# TASK DIRECTIONS
Leave the pictures out and print every record below exactly as it stands.

Source data:
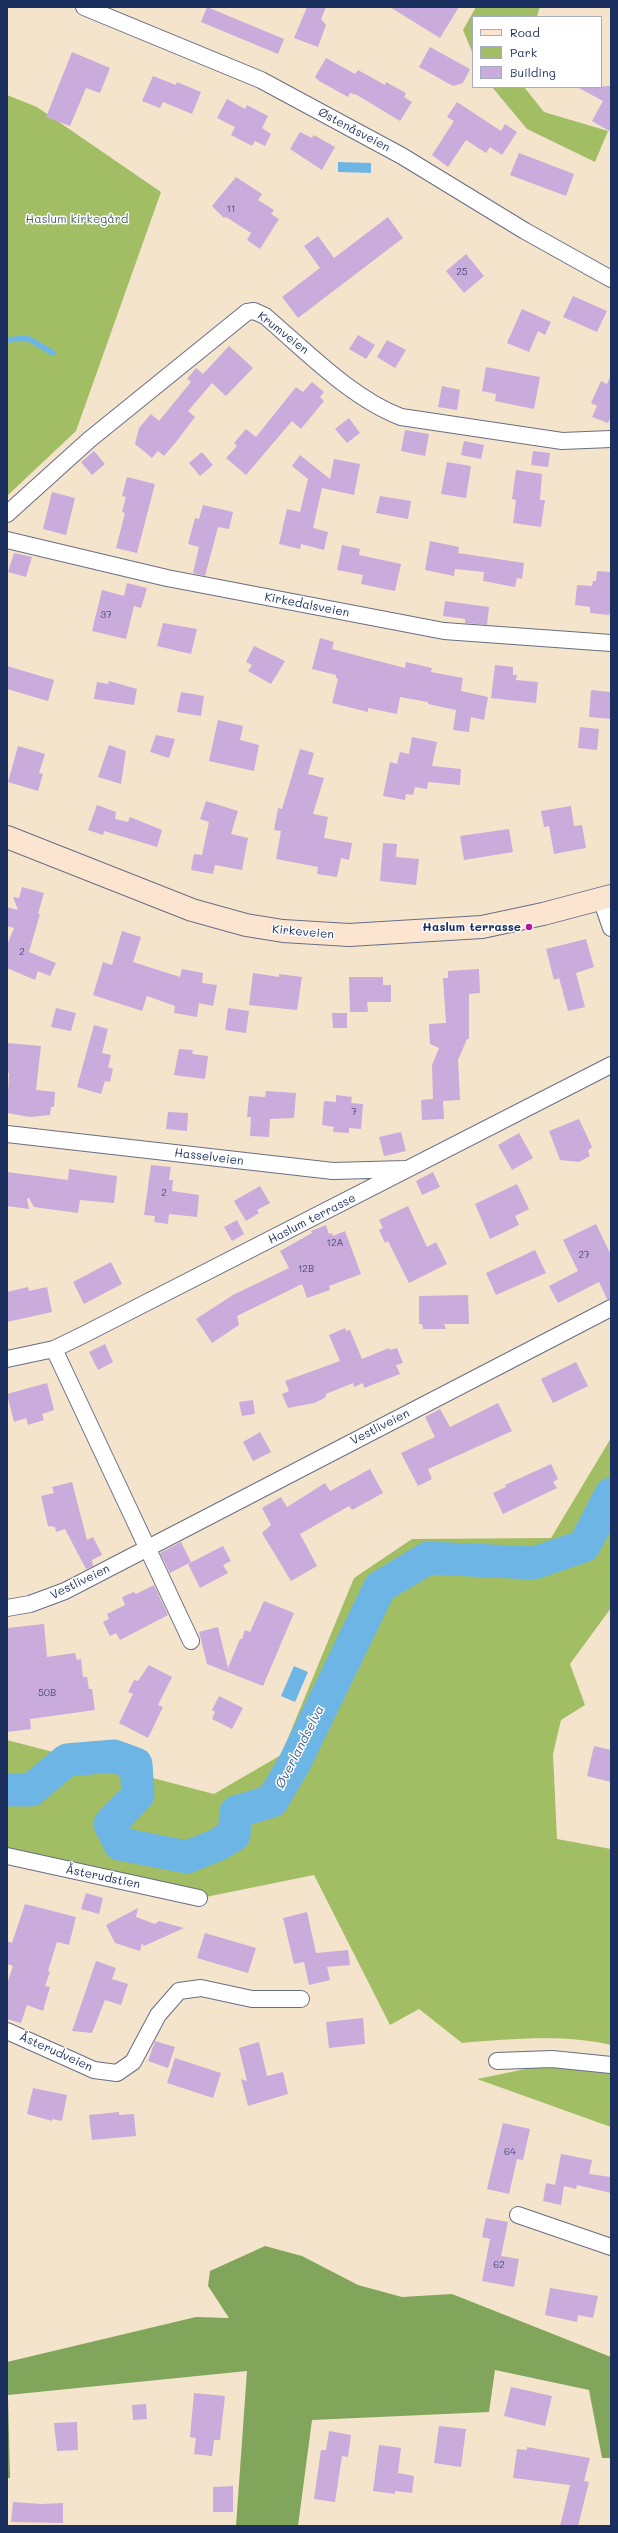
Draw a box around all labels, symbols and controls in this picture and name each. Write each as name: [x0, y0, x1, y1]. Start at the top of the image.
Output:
legend: [472, 16, 602, 88]
text: Road: [510, 24, 540, 40]
text: Park: [510, 44, 537, 60]
text: Building: [510, 64, 556, 80]
street label: Østenåsveien: [316, 105, 392, 155]
house number: 11: [227, 203, 235, 215]
park label: Haslum kirkegård: [26, 212, 128, 226]
house number: 25: [456, 266, 468, 278]
street label: Krumveien: [255, 309, 311, 357]
street label: Kirkedalsveien: [263, 590, 351, 620]
house number: 37: [100, 609, 112, 621]
place label: Haslum terrasse: [422, 920, 521, 934]
street label: Kirkeveien: [271, 922, 335, 942]
marker: Haslum terrasse: [524, 922, 534, 932]
house number: 2: [19, 946, 25, 958]
house number: 7: [351, 1106, 357, 1118]
street label: Hasselveien: [174, 1146, 244, 1168]
house number: 2: [161, 1187, 167, 1199]
street label: Haslum terrasse: [266, 1191, 358, 1247]
house number: 12A: [327, 1237, 343, 1249]
house number: 27: [578, 1249, 590, 1261]
house number: 12B: [298, 1263, 314, 1275]
street label: Vestliveien: [348, 1406, 412, 1448]
street label: Vestliveien: [48, 1561, 112, 1603]
house number: 50B: [38, 1687, 56, 1699]
water label: Øverlandselva: [272, 1703, 328, 1791]
street label: Åsterudstien: [64, 1862, 142, 1892]
street label: Åsterudveien: [17, 2029, 95, 2075]
house number: 64: [504, 2146, 516, 2158]
house number: 62: [493, 2259, 505, 2271]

# RESULT OF THIS EXERCISE
Draw a box around all labels, symbols and controls in this picture and name each. Write each as name: [x0, y0, x1, y1]. Start at the top of the image.
Output:
legend: [472, 16, 602, 88]
text: Road: [510, 24, 540, 40]
text: Park: [510, 44, 537, 60]
text: Building: [510, 64, 556, 80]
street label: Østenåsveien: [316, 105, 392, 155]
house number: 11: [227, 203, 235, 215]
park label: Haslum kirkegård: [26, 212, 128, 226]
house number: 25: [456, 266, 468, 278]
street label: Krumveien: [255, 309, 311, 357]
street label: Kirkedalsveien: [263, 590, 351, 620]
house number: 37: [100, 609, 112, 621]
place label: Haslum terrasse: [422, 920, 521, 934]
street label: Kirkeveien: [271, 922, 335, 942]
marker: Haslum terrasse: [524, 922, 534, 932]
house number: 2: [19, 946, 25, 958]
house number: 7: [351, 1106, 357, 1118]
street label: Hasselveien: [174, 1146, 244, 1168]
house number: 2: [161, 1187, 167, 1199]
street label: Haslum terrasse: [266, 1191, 358, 1247]
house number: 12A: [327, 1237, 343, 1249]
house number: 27: [578, 1249, 590, 1261]
house number: 12B: [298, 1263, 314, 1275]
street label: Vestliveien: [348, 1406, 412, 1448]
street label: Vestliveien: [48, 1561, 112, 1603]
house number: 50B: [38, 1687, 56, 1699]
water label: Øverlandselva: [272, 1703, 328, 1791]
street label: Åsterudstien: [64, 1862, 142, 1892]
street label: Åsterudveien: [17, 2029, 95, 2075]
house number: 64: [504, 2146, 516, 2158]
house number: 62: [493, 2259, 505, 2271]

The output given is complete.